*** Data for this exercise ***
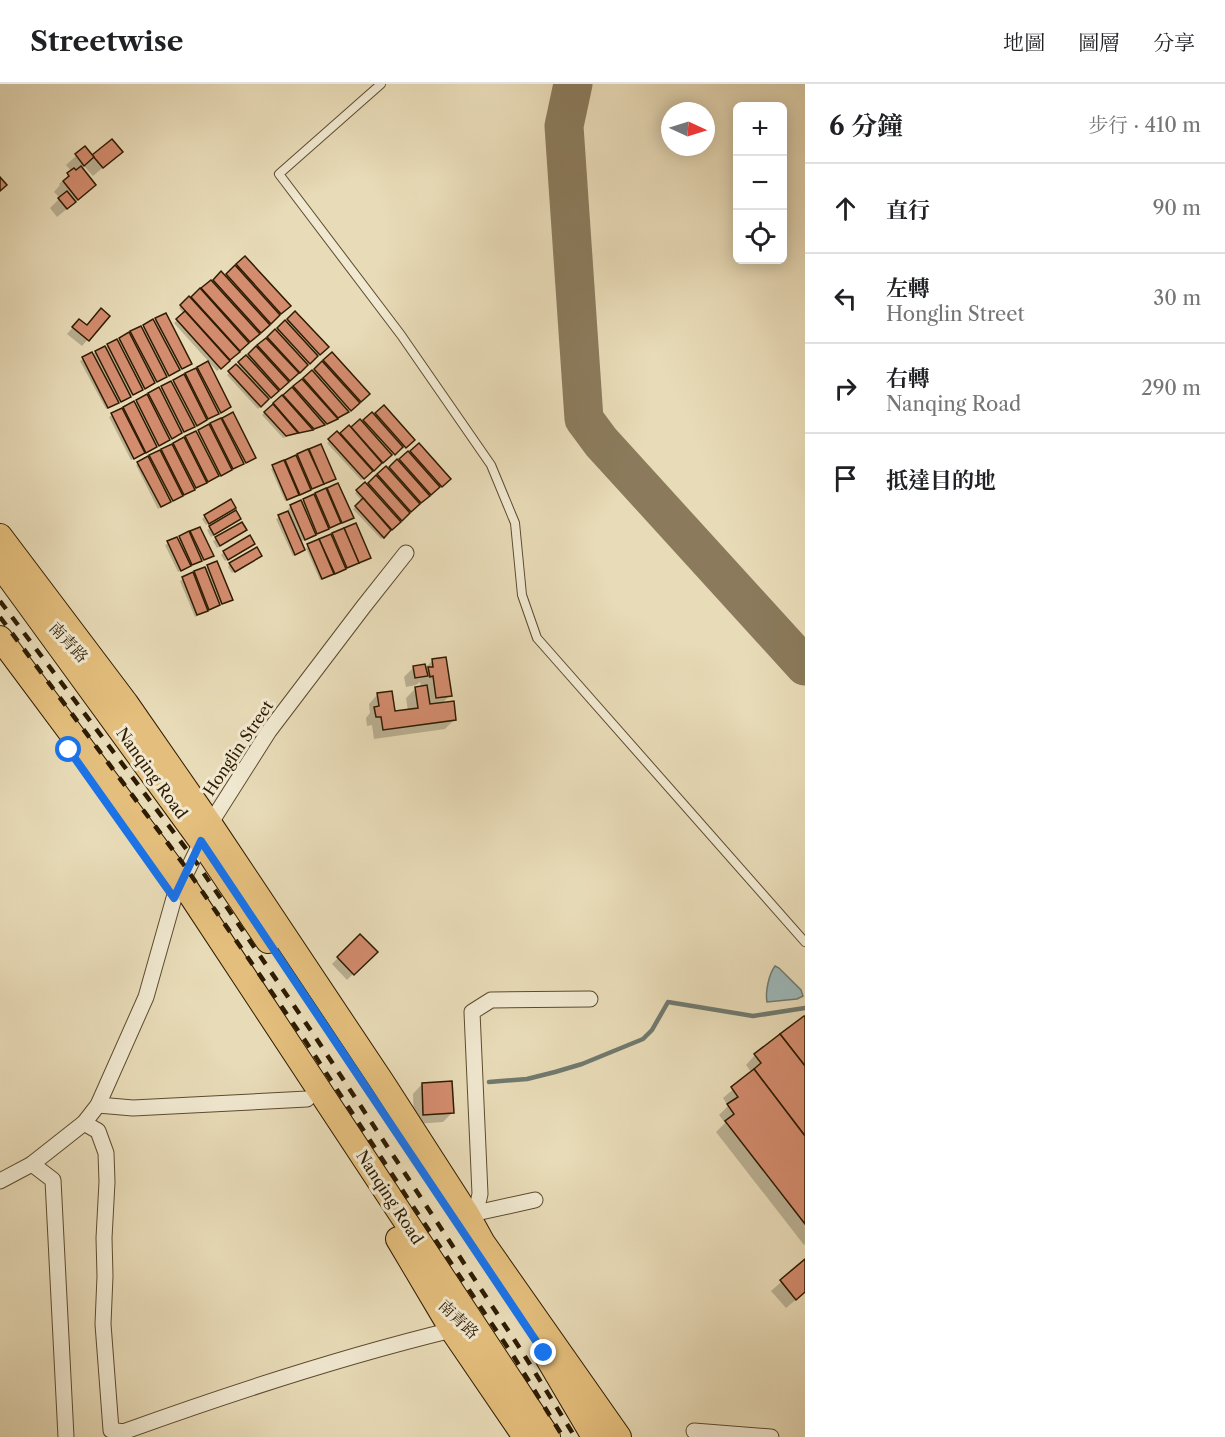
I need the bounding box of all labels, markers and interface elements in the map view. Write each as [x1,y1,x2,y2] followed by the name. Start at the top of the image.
[30,24,184,58] text: Streetwise
[1003,30,1045,55] text: 地圖
[1078,30,1120,55] text: 圖層
[1153,30,1195,55] text: 分享
[661,102,715,156] north arrow
[733,102,787,264] map controls
[733,102,787,156] button: +
[829,110,903,142] text: 6 分鐘
[1088,113,1201,137] text: 步行 · 410 m
[733,156,787,210] button: −
[829,192,862,225] icon: ahead
[1153,196,1201,220] text: 90 m
[886,197,930,224] text: 直行
[733,210,787,264] button: locate
[886,275,930,302] text: 左轉
[829,282,862,315] icon: left
[1153,286,1201,310] text: 30 m
[886,302,1025,326] text: Honglin Street
[886,365,930,392] text: 右轉
[829,372,862,405] icon: right
[1141,376,1201,400] text: 290 m
[886,392,1021,416] text: Nanqing Road
[829,462,862,495] icon: arrive
[886,467,996,494] text: 抵達目的地
[45,618,93,666] street label: 南青路
[199,696,277,800] street label: Honglin Street
[112,723,192,823] street label: Nanqing Road
[55,736,81,762] route start
[352,1146,428,1248] street label: Nanqing Road
[435,1295,483,1343] street label: 南青路
[530,1339,556,1365] route end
*** End of Data for this exercise ***
With the pictures removed, return each record above exactly as given.

• _Answer area_:
I need the bounding box of all labels, markers and interface elements in the map view. Write each as [x1,y1,x2,y2] followed by the name. Start at the top of the image.
[30,24,184,58] text: Streetwise
[1003,30,1045,55] text: 地圖
[1078,30,1120,55] text: 圖層
[1153,30,1195,55] text: 分享
[661,102,715,156] north arrow
[733,102,787,264] map controls
[733,102,787,156] button: +
[829,110,903,142] text: 6 分鐘
[1088,113,1201,137] text: 步行 · 410 m
[733,156,787,210] button: −
[829,192,862,225] icon: ahead
[1153,196,1201,220] text: 90 m
[886,197,930,224] text: 直行
[733,210,787,264] button: locate
[886,275,930,302] text: 左轉
[829,282,862,315] icon: left
[1153,286,1201,310] text: 30 m
[886,302,1025,326] text: Honglin Street
[886,365,930,392] text: 右轉
[829,372,862,405] icon: right
[1141,376,1201,400] text: 290 m
[886,392,1021,416] text: Nanqing Road
[829,462,862,495] icon: arrive
[886,467,996,494] text: 抵達目的地
[45,618,93,666] street label: 南青路
[199,696,277,800] street label: Honglin Street
[112,723,192,823] street label: Nanqing Road
[55,736,81,762] route start
[352,1146,428,1248] street label: Nanqing Road
[435,1295,483,1343] street label: 南青路
[530,1339,556,1365] route end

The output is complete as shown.